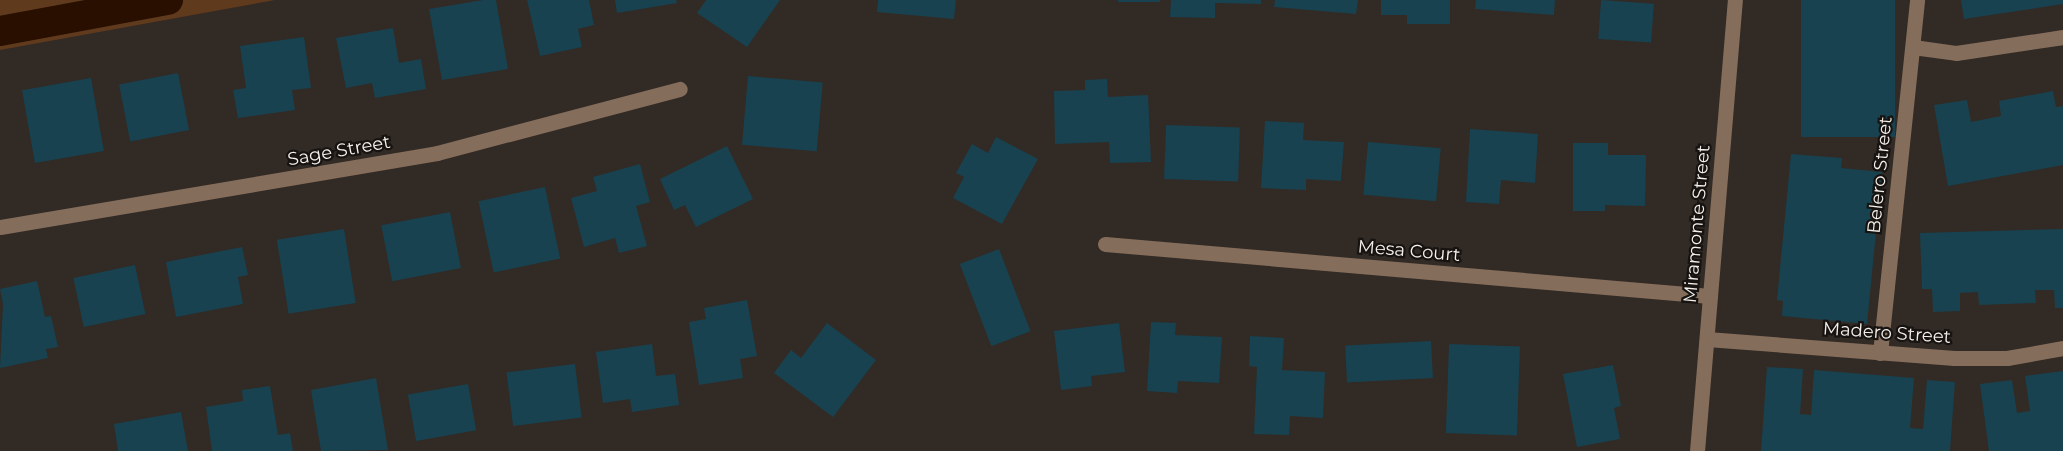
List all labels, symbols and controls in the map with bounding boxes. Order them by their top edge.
street label: Belero Street [1863,115,1897,235]
street label: Sage Street [286,131,392,171]
street label: Miramonte Street [1679,144,1715,304]
street label: Mesa Court [1357,236,1461,266]
street label: Madero Street [1822,318,1952,348]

--- --- ---

### What to do
Without the pictures, restate all of the entries word for word.

### Completed task
List all labels, symbols and controls in the map with bounding boxes. Order them by their top edge.
street label: Belero Street [1863,115,1897,235]
street label: Sage Street [286,131,392,171]
street label: Miramonte Street [1679,144,1715,304]
street label: Mesa Court [1357,236,1461,266]
street label: Madero Street [1822,318,1952,348]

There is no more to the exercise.